É inacreditável a enxurrada de postagens e “tweets” de internautas escrevendo coisas terríveis, baboseiras sem limites, desejando o mal para muitas pessoas e trocando mensagens de ódio uns com os outros. E o que mais impressiona é a quantidade de likes que muitas destas postagens ganham. Mas o que explica estes comportamentos tão agressivos e violentos?

O vídeo do momento que está dando o que falar é sobre uma gerente de um restaurante que ao descobrir que alguns dos seus funcionários foram desrespeitados pelo pintor brasileiro, Romero Britto, foi tirar satisfação com o próprio. A mulher compareceu à loja do pintor, durante um encontro realizado pelo artista todo fim de mês, com uma obra dele em mãos e a jogou no chão.

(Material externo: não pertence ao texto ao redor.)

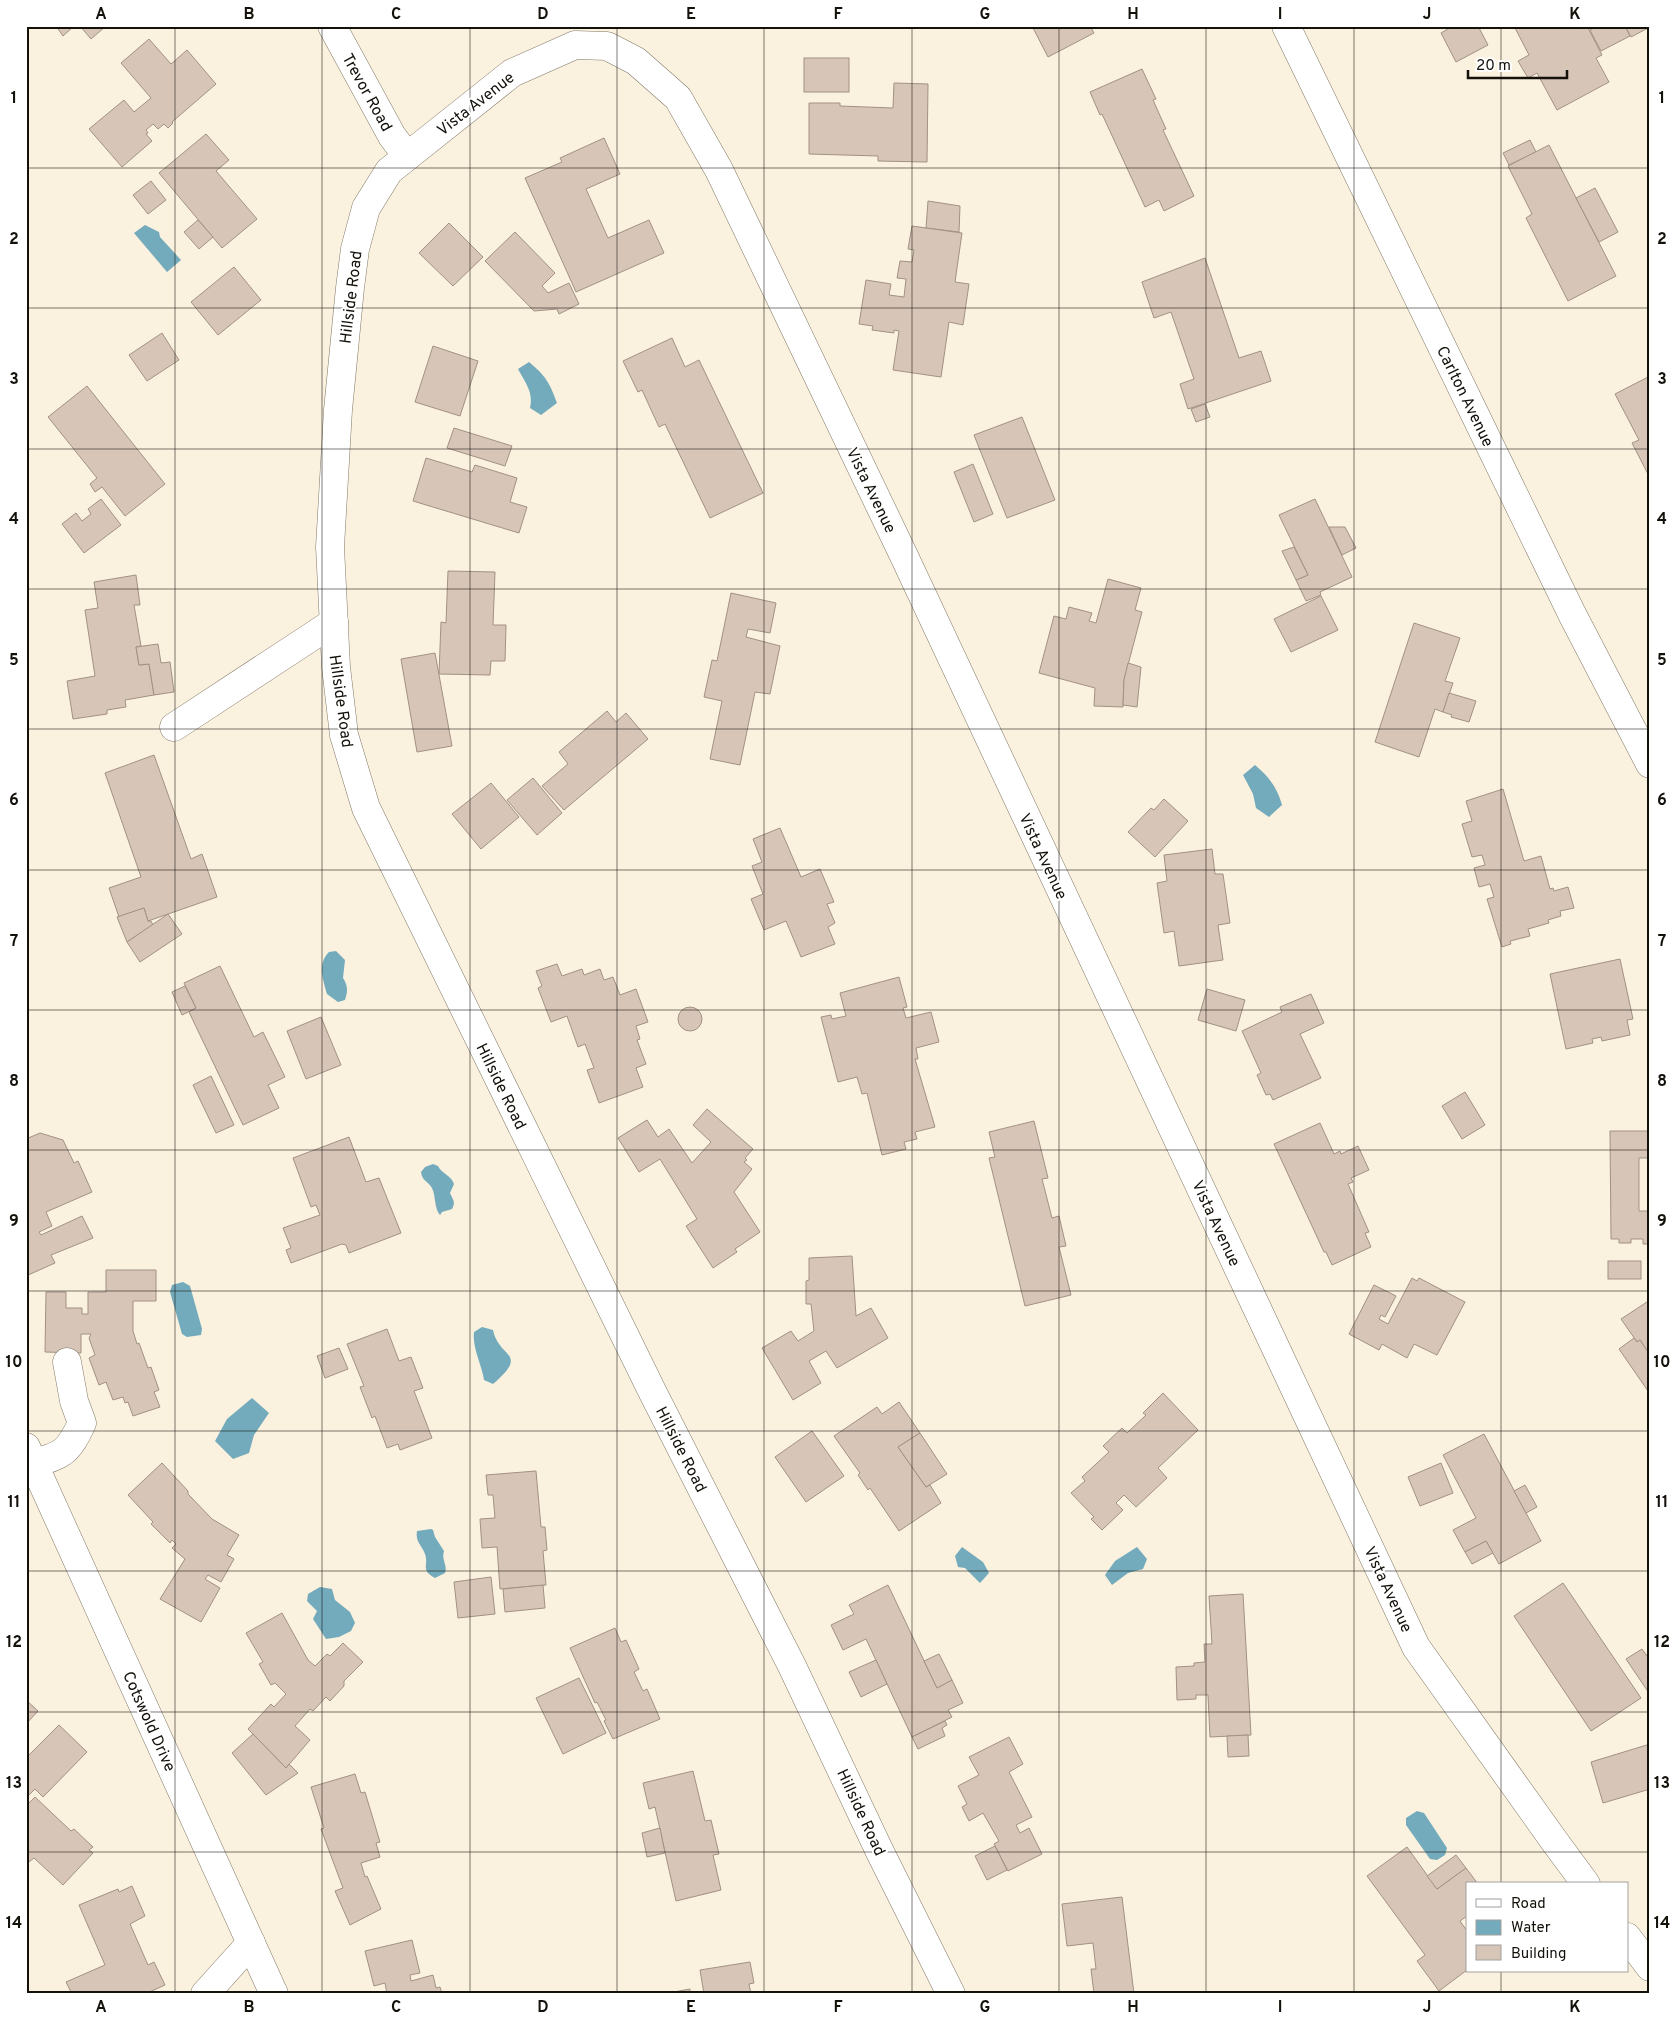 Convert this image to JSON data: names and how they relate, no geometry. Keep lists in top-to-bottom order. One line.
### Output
{"streets":{"street":["Trevor Road","Vista Avenue","Hillside Road","Carlton Avenue","Cotswold Drive"]},"crossings":[["Trevor Road","Vista Avenue"],["Trevor Road","Hillside Road"],["Vista Avenue","Hillside Road"]],"legend":["Road","Water","Building"],"scale_bar":"20 m","grid":{"columns":["A","B","C","D","E","F","G","H","I","J","K"],"rows":["1","2","3","4","5","6","7","8","9","10","11","12","13","14"]}}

A peça de porcelana, intitulada “Big Apple”, que valia em torno de R$ 26.000,00 (vinte seis mil reais) espatifou-se em pedaços. O intuito era de humilhá-lo na frente de todos que estavam ali presentes e disse para o pintor jamais aparecer no restaurante novamente e que nunca mais maltratasse seus funcionários.

Contudo, ela estava no direito de sentir-se indignada pelos relatos que recebeu de seus funcionários, mas não havia a necessidade de humilhar o artista daquela maneira, afinal de contas, incorreu no mesmo erro. Se o pintor Romero Britto maltratou ou não, nunca saberemos. A reflexão primordial é: mesmo o que a gerente do restaurante tenha dito seja verdade, um erro não justifica o outro, até mesmo porque violência (física ou verbal) só gera ainda mais violência.

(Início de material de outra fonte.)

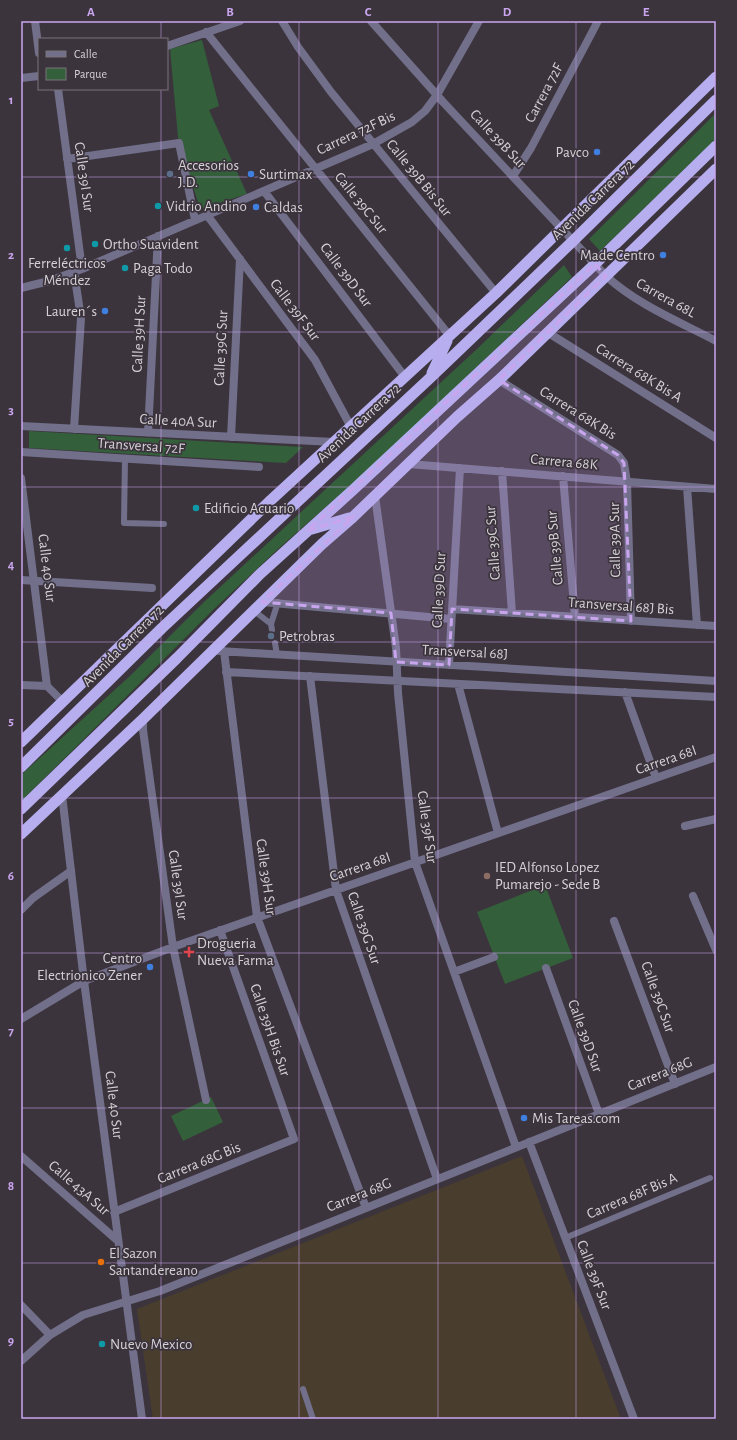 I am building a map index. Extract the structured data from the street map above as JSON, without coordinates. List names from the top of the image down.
{
  "streets": {
    "highway": ["Avenida Carrera 72"],
    "street": [
      "Carrera 72F",
      "Carrera 72F Bis",
      "Calle 39B Sur",
      "Calle 39I Sur",
      "Calle 39B Bis Sur",
      "Calle 39C Sur",
      "Calle 39D Sur",
      "Carrera 68L",
      "Calle 39F Sur",
      "Calle 39H Sur",
      "Calle 39G Sur",
      "Carrera 68K Bis A",
      "Carrera 68K Bis",
      "Calle 40A Sur",
      "Transversal 72F",
      "Carrera 68K",
      "Calle 39A Sur",
      "Calle 40 Sur",
      "Transversal 68J Bis",
      "Transversal 68J",
      "Carrera 68I",
      "Calle 39H Bis Sur",
      "Carrera 68G",
      "Carrera 68G Bis",
      "Calle 43A Sur"
    ],
    "lane": ["Carrera 68F Bis A"]
  },
  "crossings": [
    ["Carrera 72F", "Calle 39B Sur"],
    ["Carrera 72F Bis", "Calle 39B Sur"],
    ["Carrera 72F Bis", "Calle 39I Sur"],
    ["Carrera 72F Bis", "Calle 39B Bis Sur"],
    ["Carrera 72F Bis", "Calle 39C Sur"],
    ["Carrera 72F Bis", "Calle 39D Sur"],
    ["Carrera 72F Bis", "Calle 39F Sur"],
    ["Carrera 72F Bis", "Calle 39H Sur"],
    ["Calle 39B Sur", "Avenida Carrera 72"],
    ["Calle 39B Sur", "Carrera 68L"],
    ["Calle 39B Sur", "Carrera 68K"],
    ["Calle 39B Sur", "Transversal 68J Bis"],
    ["Calle 39I Sur", "Calle 40A Sur"],
    ["Calle 39I Sur", "Carrera 68I"],
    ["Calle 39B Bis Sur", "Avenida Carrera 72"],
    ["Avenida Carrera 72", "Calle 39C Sur"],
    ["Avenida Carrera 72", "Calle 39D Sur"],
    ["Avenida Carrera 72", "Calle 39F Sur"],
    ["Avenida Carrera 72", "Calle 40A Sur"],
    ["Calle 39C Sur", "Carrera 68K"],
    ["Calle 39C Sur", "Transversal 68J Bis"],
    ["Calle 39C Sur", "Carrera 68G"],
    ["Calle 39D Sur", "Carrera 68K"],
    ["Calle 39D Sur", "Transversal 68J Bis"],
    ["Calle 39D Sur", "Transversal 68J"],
    ["Calle 39D Sur", "Carrera 68G"],
    ["Calle 39F Sur", "Calle 39G Sur"],
    ["Calle 39F Sur", "Transversal 68J"],
    ["Calle 39F Sur", "Carrera 68I"],
    ["Calle 39F Sur", "Carrera 68G"],
    ["Calle 39F Sur", "Carrera 68F Bis A"],
    ["Calle 39H Sur", "Calle 40A Sur"],
    ["Calle 39H Sur", "Transversal 68J"],
    ["Calle 39H Sur", "Carrera 68I"],
    ["Calle 39H Sur", "Carrera 68G"],
    ["Calle 39G Sur", "Calle 40A Sur"],
    ["Calle 39G Sur", "Carrera 68I"],
    ["Calle 39G Sur", "Carrera 68G"],
    ["Carrera 68K Bis", "Carrera 68K"],
    ["Carrera 68K Bis", "Calle 39A Sur"],
    ["Carrera 68K", "Calle 39A Sur"],
    ["Calle 39A Sur", "Transversal 68J Bis"],
    ["Calle 40 Sur", "Carrera 68I"],
    ["Calle 40 Sur", "Carrera 68G"],
    ["Calle 40 Sur", "Carrera 68G Bis"],
    ["Calle 40 Sur", "Calle 43A Sur"],
    ["Carrera 68I", "Calle 39H Bis Sur"],
    ["Calle 39H Bis Sur", "Carrera 68G Bis"]
  ],
  "places": {
    "other": [
      "Pavco",
      "Accesorios J.D.",
      "Surtimax",
      "Vidrio Andino",
      "Caldas",
      "Ortho Suavident",
      "Ferreléctricos Méndez",
      "Made Centro",
      "Paga Todo",
      "Lauren´s",
      "Edificio Acuario",
      "Petrobras",
      "IED Alfonso Lopez Pumarejo - Sede B",
      "Centro Electrionico Zener",
      "Mis Tareas.com",
      "El Sazon Santandereano",
      "Nuevo Mexico"
    ],
    "health": ["Drogueria Nueva Farma"]
  },
  "legend": ["Calle", "Parque"],
  "grid": {
    "columns": [
      "A",
      "B",
      "C",
      "D",
      "E"
    ],
    "rows": [
      "1",
      "2",
      "3",
      "4",
      "5",
      "6",
      "7",
      "8",
      "9"
    ]
  }
}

Segundo o site de notícias G1, o vídeo foi divulgado por Faye Pindell, na plataforma digital TikTok e teve mais de 19 milhões de visualizações. Portanto, um fato que era para ter tido uma repercussão local, com as pessoas presentes na loja do pintor, tomou uma proporção internacional.

Um simples vídeo que viralizou na internet, assim como tantos outros, mas que expõe a vida de pessoas e flagra momentos constrangedores como este. A troca de quê, muitos likes? Que valores são estes que os novos hábitos e aparatos tecnológicos estão enraizando nas diversas culturas?

No entanto, vale ressaltar que também há muitas coisas bacanas e interessantes sendo divulgadas nas redes sociais, mas fica o questionamento para que não deixemos o senso crítico de lado.